Relatórios da UNESCO e do Fórum Econômico Mundial já apontam pensamento crítico, resolução de problemas e alfabetização midiática entre as competências mais importantes para os próximos anos. 

Em Belo Horizonte, o Colégio Determinante traduz essa discussão em prática pedagógica ao unir o rigor das ciências exatas ao fortalecimento da leitura e da escrita.

O raciocínio lógico como ferramenta de autonomia

Para Renato Ribeiro, coordenador do Colégio e Pré-vestibular Determinante e professor de Matemática, um dos desafios atuais é preservar a capacidade de concentração e construção de raciocínio dos discentes diante do excesso de estímulos digitais.

“Hoje os alunos têm acesso a tudo o tempo todo. Desde a fundação do Determinante, a escola proibiu o uso de celular em sala justamente para limitar esse excesso e permitir que o estudante foque no momento da aula”, explica.

A instituição também busca estimular análise, interpretação e construção de estratégias para solucionar problemas.

“A matemática, por exemplo, exige duas linhas ao mesmo tempo: a base teórica e o raciocínio lógico. Não adianta apenas decorar conceitos. O estudante precisa criar métodos para resolver situações”, afirma Renato.

Esse trabalho acontece com atividades em grupo, exercícios e desafios aplicados nas avaliações. Segundo o docente, o objetivo é fazer com que o estudante aprenda a pensar antes de buscar respostas prontas.

Estratégia e desenvolvimento cognitivo

Pesquisas acadêmicas já associaram jogos táticos ao aprimoramento intelectivo. O estudo The Effects of Chess Instruction on Pupils’ Cognitive Development, desenvolvido por pesquisadores ligados à Louisiana Tech University e à United States Chess Federation (USCF), aponta que a prática sistemática do xadrez contribui para aptidões relacionadas ao planejamento, à antecipação de cenários e à organização do pensamento lógico.

Dentro dessa proposta, o colégio também incentiva atividades voltadas ao planejamento objetivo. Renato afirma que essa estrutura também aparece em dinâmicas simples dentro da rotina escolar. Ele cita uma atividade recente realizada com turmas do 9º ano, em que os discentes participaram de desafios envolvendo xadrez e jogo da forca. “São jogos tradicionais, mas que exigem decisões e raciocínio rápido. A sala fica motivada e os alunos participam muito”, afirma.

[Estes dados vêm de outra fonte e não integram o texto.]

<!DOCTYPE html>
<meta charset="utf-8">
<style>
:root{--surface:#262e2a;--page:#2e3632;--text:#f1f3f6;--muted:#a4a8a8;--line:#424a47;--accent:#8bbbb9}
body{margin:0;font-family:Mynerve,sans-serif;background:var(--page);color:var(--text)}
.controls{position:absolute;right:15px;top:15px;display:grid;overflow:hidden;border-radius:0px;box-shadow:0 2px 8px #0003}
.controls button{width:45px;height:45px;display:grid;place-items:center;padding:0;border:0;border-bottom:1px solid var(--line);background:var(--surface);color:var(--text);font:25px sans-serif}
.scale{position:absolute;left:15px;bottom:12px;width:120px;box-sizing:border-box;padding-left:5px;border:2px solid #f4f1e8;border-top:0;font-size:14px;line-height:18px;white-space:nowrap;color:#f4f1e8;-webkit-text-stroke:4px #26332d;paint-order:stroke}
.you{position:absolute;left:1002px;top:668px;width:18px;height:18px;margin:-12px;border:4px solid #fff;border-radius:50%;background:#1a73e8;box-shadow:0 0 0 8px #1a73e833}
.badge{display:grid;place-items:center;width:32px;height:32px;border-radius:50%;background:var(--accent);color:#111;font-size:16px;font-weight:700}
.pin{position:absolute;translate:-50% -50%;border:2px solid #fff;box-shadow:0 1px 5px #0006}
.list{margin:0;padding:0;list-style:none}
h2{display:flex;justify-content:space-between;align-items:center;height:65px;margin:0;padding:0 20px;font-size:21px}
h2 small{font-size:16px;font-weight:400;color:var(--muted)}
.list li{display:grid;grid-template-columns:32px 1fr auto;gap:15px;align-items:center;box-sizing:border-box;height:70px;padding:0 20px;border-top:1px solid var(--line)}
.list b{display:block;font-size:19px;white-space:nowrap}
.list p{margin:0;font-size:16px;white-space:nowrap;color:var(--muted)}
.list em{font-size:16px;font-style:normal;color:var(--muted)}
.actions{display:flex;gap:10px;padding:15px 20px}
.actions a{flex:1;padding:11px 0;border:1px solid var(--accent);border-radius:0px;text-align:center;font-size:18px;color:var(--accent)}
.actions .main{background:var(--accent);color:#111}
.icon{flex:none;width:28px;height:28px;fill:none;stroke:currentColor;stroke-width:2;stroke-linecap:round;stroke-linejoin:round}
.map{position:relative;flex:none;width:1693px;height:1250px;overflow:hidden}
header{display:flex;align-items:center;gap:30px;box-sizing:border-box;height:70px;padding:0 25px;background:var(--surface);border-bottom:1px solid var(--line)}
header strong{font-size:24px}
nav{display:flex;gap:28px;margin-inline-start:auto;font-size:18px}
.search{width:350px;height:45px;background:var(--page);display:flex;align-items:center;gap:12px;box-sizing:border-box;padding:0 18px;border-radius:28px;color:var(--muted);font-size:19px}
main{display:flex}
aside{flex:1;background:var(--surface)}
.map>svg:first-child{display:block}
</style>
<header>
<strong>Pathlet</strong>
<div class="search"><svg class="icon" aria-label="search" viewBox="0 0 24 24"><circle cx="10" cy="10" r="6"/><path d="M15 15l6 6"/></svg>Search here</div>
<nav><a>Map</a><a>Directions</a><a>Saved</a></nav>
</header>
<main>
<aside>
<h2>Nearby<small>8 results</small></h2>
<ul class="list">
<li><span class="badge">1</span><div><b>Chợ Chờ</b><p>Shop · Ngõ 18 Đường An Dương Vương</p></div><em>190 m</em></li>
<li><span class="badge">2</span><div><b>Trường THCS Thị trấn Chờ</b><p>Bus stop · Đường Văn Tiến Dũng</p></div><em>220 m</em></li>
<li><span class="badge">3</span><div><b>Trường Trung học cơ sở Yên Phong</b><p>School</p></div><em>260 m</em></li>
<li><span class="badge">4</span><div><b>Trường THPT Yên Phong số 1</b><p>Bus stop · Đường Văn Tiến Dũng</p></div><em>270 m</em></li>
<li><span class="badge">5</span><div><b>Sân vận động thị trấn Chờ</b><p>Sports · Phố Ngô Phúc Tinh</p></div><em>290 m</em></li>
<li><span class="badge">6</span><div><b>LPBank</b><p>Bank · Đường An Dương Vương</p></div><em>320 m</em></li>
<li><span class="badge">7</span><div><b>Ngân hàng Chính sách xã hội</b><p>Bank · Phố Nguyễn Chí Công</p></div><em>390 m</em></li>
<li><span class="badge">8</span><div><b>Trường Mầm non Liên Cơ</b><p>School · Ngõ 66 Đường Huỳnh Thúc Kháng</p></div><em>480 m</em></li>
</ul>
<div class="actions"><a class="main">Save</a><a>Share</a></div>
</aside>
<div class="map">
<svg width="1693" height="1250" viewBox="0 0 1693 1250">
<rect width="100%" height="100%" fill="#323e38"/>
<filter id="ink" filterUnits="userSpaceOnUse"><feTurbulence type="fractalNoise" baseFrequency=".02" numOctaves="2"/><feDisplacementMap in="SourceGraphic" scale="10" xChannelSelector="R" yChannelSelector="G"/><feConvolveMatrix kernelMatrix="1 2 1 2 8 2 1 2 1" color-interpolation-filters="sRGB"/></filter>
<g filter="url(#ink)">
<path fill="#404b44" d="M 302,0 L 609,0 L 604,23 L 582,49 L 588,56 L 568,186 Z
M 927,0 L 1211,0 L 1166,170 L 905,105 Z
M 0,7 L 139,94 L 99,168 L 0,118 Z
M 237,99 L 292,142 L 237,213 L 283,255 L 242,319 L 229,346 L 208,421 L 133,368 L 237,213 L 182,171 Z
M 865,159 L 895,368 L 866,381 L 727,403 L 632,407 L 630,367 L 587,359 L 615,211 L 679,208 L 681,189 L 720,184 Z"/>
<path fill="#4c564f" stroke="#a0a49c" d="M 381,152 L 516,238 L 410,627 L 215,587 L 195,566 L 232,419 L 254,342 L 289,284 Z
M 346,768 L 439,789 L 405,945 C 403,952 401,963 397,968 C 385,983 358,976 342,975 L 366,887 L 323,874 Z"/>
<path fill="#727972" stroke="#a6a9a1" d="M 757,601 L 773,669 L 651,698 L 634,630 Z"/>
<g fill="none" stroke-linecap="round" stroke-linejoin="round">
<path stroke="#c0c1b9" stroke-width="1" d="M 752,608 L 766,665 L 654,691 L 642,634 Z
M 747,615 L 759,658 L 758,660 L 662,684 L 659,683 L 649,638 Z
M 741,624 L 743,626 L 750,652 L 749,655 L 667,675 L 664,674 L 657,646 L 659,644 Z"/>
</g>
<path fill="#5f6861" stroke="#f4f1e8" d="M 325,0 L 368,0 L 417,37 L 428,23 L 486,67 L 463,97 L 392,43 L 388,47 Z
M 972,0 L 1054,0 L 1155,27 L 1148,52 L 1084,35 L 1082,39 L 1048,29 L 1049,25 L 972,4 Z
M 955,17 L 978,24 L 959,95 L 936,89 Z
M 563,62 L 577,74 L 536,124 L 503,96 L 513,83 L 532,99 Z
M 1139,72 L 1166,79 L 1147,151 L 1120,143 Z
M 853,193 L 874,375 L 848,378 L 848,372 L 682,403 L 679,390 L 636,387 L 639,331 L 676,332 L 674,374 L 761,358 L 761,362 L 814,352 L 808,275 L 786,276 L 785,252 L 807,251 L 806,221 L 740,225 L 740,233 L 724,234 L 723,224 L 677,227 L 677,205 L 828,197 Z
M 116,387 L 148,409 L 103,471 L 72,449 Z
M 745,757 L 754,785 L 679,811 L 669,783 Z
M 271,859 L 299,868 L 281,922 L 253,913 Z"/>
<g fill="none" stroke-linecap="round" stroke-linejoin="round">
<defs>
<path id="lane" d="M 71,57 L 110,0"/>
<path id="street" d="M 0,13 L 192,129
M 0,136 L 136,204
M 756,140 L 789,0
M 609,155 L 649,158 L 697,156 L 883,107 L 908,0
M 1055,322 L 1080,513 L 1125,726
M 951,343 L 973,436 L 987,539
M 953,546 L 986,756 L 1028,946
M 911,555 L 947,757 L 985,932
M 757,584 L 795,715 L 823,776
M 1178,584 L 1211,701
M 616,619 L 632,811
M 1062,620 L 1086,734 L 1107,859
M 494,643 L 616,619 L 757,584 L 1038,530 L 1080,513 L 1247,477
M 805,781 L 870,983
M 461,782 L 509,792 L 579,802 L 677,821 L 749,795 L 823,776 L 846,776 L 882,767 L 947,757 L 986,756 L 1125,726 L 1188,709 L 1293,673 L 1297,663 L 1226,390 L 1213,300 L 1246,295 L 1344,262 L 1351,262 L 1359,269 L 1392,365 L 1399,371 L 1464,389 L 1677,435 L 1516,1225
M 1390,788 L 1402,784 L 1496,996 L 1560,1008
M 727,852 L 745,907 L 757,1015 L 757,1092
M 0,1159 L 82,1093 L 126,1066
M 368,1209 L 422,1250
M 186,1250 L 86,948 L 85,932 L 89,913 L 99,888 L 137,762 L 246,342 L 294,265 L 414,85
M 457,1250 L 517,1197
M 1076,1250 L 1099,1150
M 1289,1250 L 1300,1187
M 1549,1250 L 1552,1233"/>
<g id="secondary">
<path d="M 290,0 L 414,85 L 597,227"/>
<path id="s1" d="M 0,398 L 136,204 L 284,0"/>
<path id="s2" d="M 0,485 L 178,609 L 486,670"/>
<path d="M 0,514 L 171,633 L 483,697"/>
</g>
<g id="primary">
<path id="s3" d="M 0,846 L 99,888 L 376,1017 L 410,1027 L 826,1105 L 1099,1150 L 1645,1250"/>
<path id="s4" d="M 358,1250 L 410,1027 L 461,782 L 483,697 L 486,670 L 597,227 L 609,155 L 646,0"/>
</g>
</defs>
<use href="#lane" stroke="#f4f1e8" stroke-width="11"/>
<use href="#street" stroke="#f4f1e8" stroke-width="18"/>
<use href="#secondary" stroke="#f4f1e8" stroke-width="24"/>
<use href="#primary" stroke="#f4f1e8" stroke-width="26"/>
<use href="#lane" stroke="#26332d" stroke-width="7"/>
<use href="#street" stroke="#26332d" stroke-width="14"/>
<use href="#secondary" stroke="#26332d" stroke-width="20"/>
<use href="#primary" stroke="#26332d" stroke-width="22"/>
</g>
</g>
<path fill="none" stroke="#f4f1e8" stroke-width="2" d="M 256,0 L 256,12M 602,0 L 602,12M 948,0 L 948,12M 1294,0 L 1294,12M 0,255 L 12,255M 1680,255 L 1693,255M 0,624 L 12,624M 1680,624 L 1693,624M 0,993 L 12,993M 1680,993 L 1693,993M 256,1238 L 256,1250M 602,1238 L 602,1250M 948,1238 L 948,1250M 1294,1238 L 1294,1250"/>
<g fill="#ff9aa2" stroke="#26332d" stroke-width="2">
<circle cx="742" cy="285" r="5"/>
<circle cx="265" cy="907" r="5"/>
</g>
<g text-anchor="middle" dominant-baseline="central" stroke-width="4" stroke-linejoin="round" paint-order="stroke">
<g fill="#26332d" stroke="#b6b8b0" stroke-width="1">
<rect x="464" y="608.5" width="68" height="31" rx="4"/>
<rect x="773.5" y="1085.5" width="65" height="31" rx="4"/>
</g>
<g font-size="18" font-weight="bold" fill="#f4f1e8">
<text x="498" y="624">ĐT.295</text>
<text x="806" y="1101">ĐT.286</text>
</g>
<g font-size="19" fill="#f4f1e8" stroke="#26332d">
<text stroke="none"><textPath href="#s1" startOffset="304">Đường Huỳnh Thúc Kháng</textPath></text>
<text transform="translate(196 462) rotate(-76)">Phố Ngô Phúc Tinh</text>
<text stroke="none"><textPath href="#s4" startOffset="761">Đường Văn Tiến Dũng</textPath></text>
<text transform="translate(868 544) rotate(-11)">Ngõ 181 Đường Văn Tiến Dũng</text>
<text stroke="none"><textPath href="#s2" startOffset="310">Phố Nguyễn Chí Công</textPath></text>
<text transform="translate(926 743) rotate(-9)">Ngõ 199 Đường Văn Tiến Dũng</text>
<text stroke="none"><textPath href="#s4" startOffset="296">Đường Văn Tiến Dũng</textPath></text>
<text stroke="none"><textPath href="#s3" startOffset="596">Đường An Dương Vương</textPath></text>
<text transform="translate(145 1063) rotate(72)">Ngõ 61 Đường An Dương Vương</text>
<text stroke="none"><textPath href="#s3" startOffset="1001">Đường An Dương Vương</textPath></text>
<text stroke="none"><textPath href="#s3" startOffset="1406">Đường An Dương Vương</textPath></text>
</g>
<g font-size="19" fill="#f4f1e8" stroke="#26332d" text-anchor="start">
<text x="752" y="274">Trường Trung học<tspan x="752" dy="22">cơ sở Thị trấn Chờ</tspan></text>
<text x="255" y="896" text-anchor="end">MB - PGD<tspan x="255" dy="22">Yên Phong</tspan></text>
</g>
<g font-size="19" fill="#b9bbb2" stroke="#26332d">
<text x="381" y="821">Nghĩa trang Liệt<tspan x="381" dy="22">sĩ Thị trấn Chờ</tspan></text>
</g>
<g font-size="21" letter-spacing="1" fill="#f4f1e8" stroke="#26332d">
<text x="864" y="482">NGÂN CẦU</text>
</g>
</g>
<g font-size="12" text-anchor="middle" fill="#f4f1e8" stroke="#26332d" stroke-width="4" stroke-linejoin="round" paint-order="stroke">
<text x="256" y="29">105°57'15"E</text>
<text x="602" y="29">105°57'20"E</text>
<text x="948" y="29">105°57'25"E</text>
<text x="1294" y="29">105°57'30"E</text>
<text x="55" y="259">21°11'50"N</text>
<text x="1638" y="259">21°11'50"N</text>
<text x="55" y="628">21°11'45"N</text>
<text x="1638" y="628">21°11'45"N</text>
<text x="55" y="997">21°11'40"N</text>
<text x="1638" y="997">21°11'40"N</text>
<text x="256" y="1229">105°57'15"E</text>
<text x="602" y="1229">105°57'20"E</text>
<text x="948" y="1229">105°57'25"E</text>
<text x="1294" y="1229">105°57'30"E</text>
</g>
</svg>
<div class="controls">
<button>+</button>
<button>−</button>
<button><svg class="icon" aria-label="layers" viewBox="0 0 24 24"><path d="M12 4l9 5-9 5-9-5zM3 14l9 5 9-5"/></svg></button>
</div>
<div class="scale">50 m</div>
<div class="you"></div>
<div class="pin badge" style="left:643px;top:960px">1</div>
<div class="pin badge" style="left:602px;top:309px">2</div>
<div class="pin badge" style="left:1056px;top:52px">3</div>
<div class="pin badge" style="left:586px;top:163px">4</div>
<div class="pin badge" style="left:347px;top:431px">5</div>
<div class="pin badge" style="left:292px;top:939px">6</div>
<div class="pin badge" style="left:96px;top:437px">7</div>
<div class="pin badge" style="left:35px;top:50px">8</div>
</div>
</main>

Leitura profunda em tempos de respostas instantâneas

Se nas exatas o foco está no pensamento analítico, nas aulas de literatura e produção textual o objetivo é ampliar repertório, interpretação e comunicação, habilidades cada vez mais valorizadas na era da IA.

Professor de literatura, escritor e responsável pelos conteúdos digitais do Colégio Determinante, Flávio Castro avalia que o modelo tradicional de redação ainda dominante em muitos cursinhos já não responde sozinho às exigências contemporâneas.  O professor acredita que a literatura exerce um papel decisivo na formação intelectual e humana dos estudantes. “Ler tira o sujeito do senso comum e permite compreender o outro, entender o mundo e perceber os limites da própria inteligência artificial.”

Por isso, a escola passou a estimular diferentes gêneros textuais, aproximando a escrita de situações concretas da vida adulta e profissional. Os alunos trabalham com cartas, manifesto, artigo de opinião, resenha crítica, reportagem e memorando.

Em tempos de Inteligência Artificial, habilidades humanas ganham ainda mais valor, explica o professor Flávio Castro.
Em tempos de Inteligência Artificial, habilidades humanas ganham ainda mais valor, explica o professor Flávio Castro.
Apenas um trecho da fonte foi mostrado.